DATA EXTRACT section start

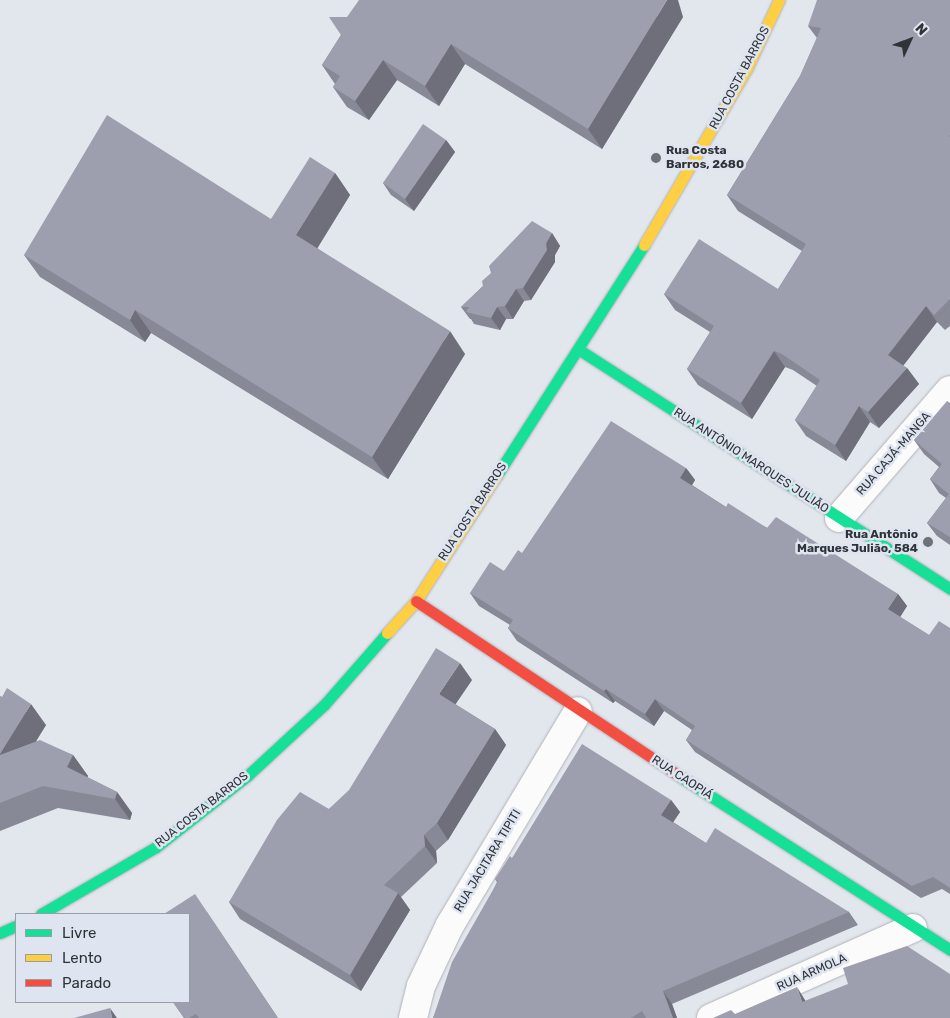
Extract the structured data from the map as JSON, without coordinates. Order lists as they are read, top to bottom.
{
  "streets": {
    "main road": ["RUA COSTA BARROS", "RUA ANTÔNIO MARQUES JULIÃO", "RUA CAOPIÁ"],
    "street": ["RUA CAJÁ-MANGA", "RUA JACITARA TIPITI", "RUA ARMOLA"]
  },
  "crossings": [
    ["RUA COSTA BARROS", "RUA ANTÔNIO MARQUES JULIÃO"],
    ["RUA COSTA BARROS", "RUA CAOPIÁ"],
    ["RUA CAJÁ-MANGA", "RUA ANTÔNIO MARQUES JULIÃO"],
    ["RUA CAOPIÁ", "RUA JACITARA TIPITI"],
    ["RUA CAOPIÁ", "RUA ARMOLA"]
  ],
  "places": ["Rua Costa Barros, 2680", "Rua Antônio Marques Julião, 584"],
  "legend": ["Livre", "Lento", "Parado"],
  "north": "top right"
}
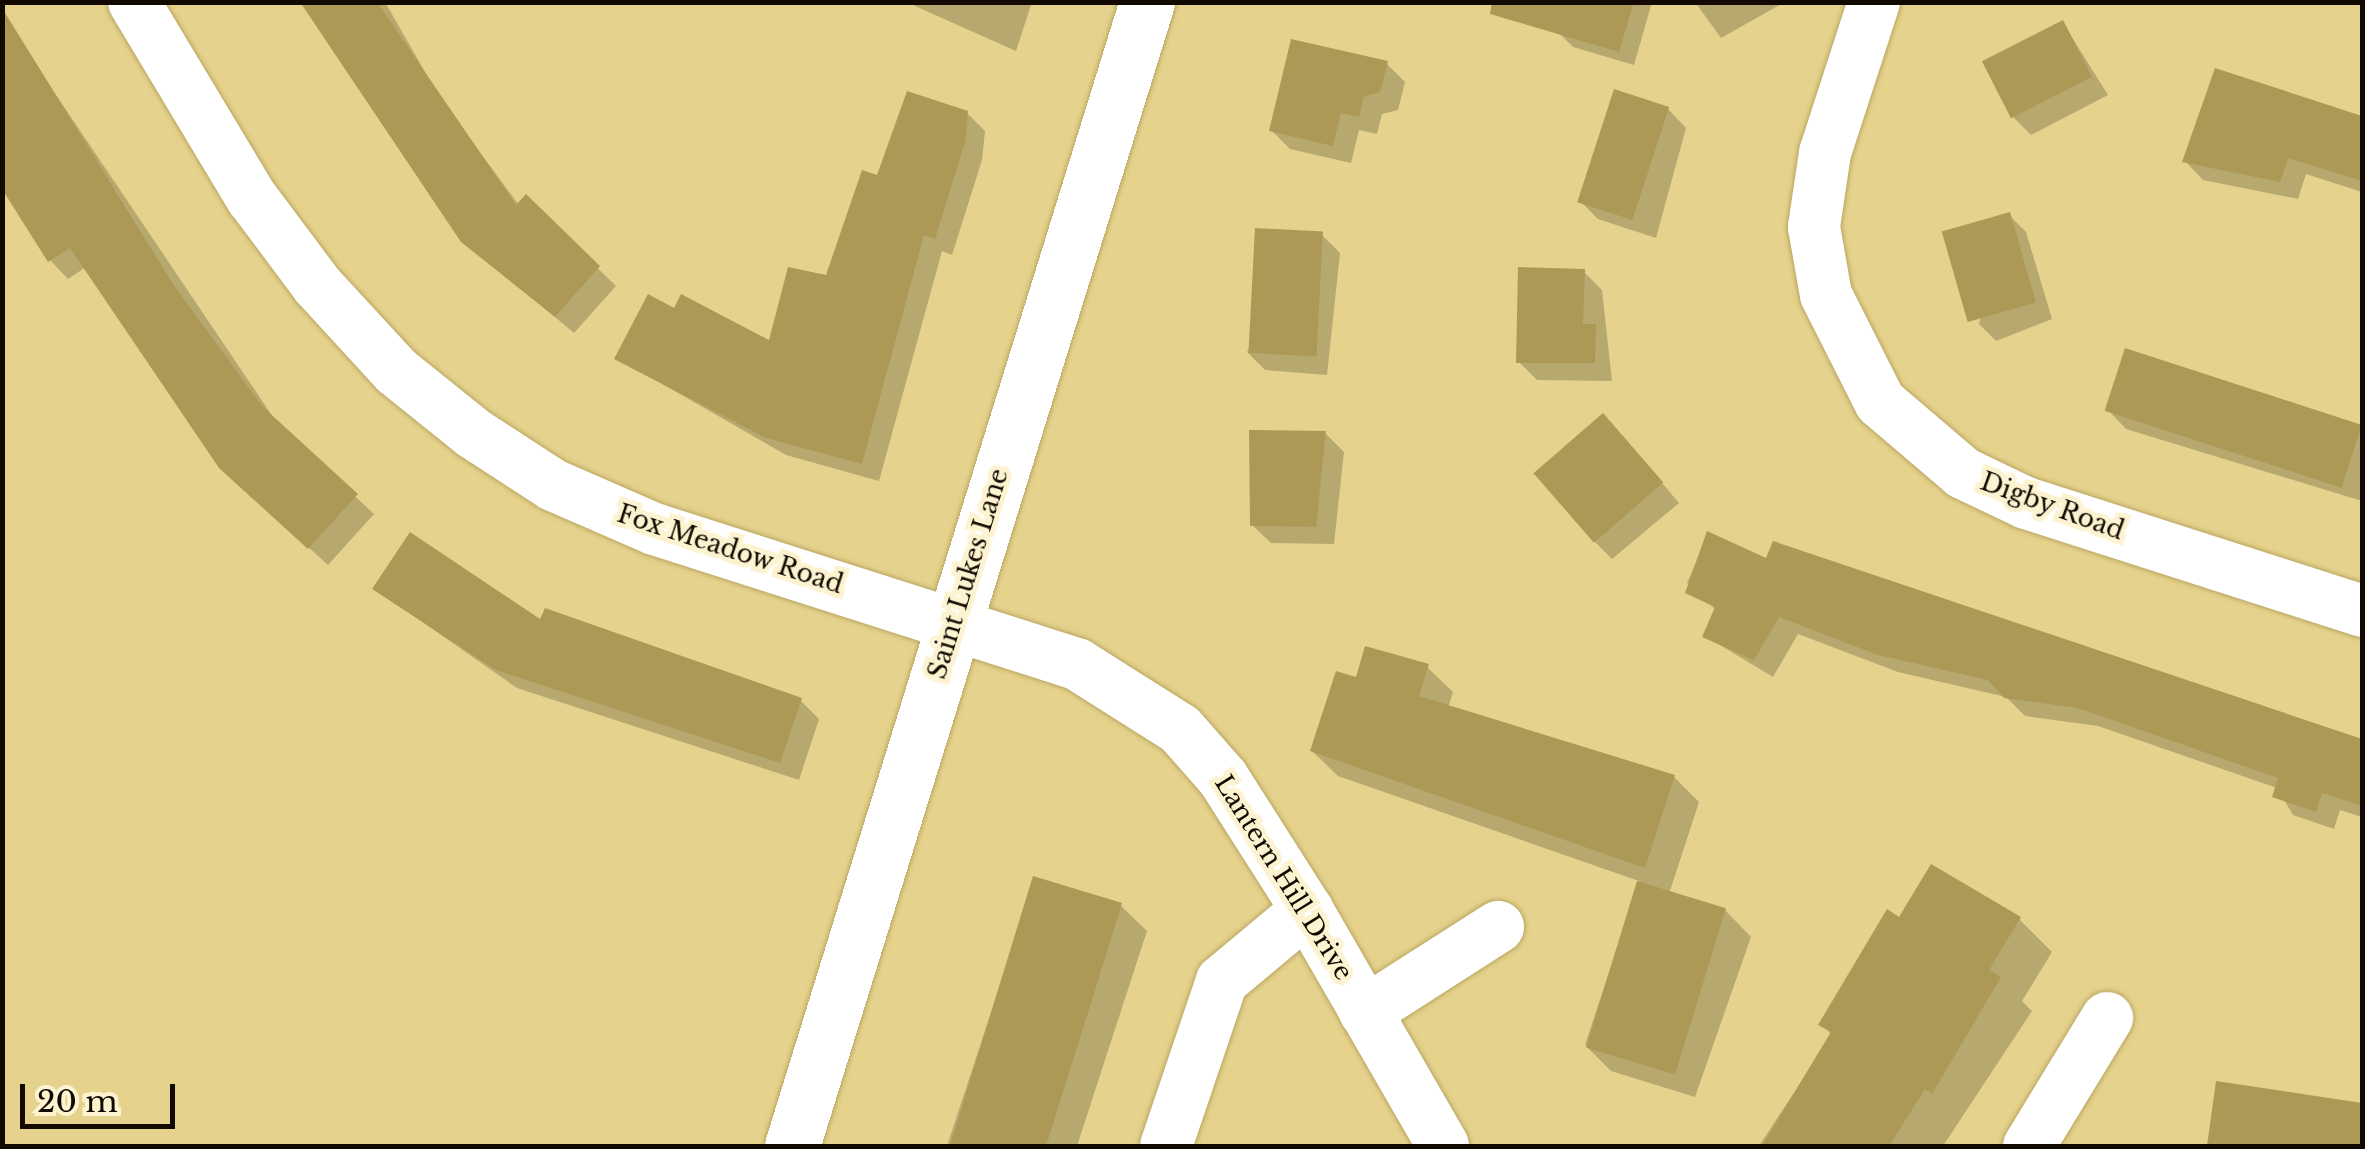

DATA EXTRACT section end

Go through the data and gather every line that holds "CAJÁ".

TASK RESULT.
    "street": ["RUA CAJÁ-MANGA", "RUA JACITARA TIPITI", "RUA ARMOLA"]
    ["RUA CAJÁ-MANGA", "RUA ANTÔNIO MARQUES JULIÃO"],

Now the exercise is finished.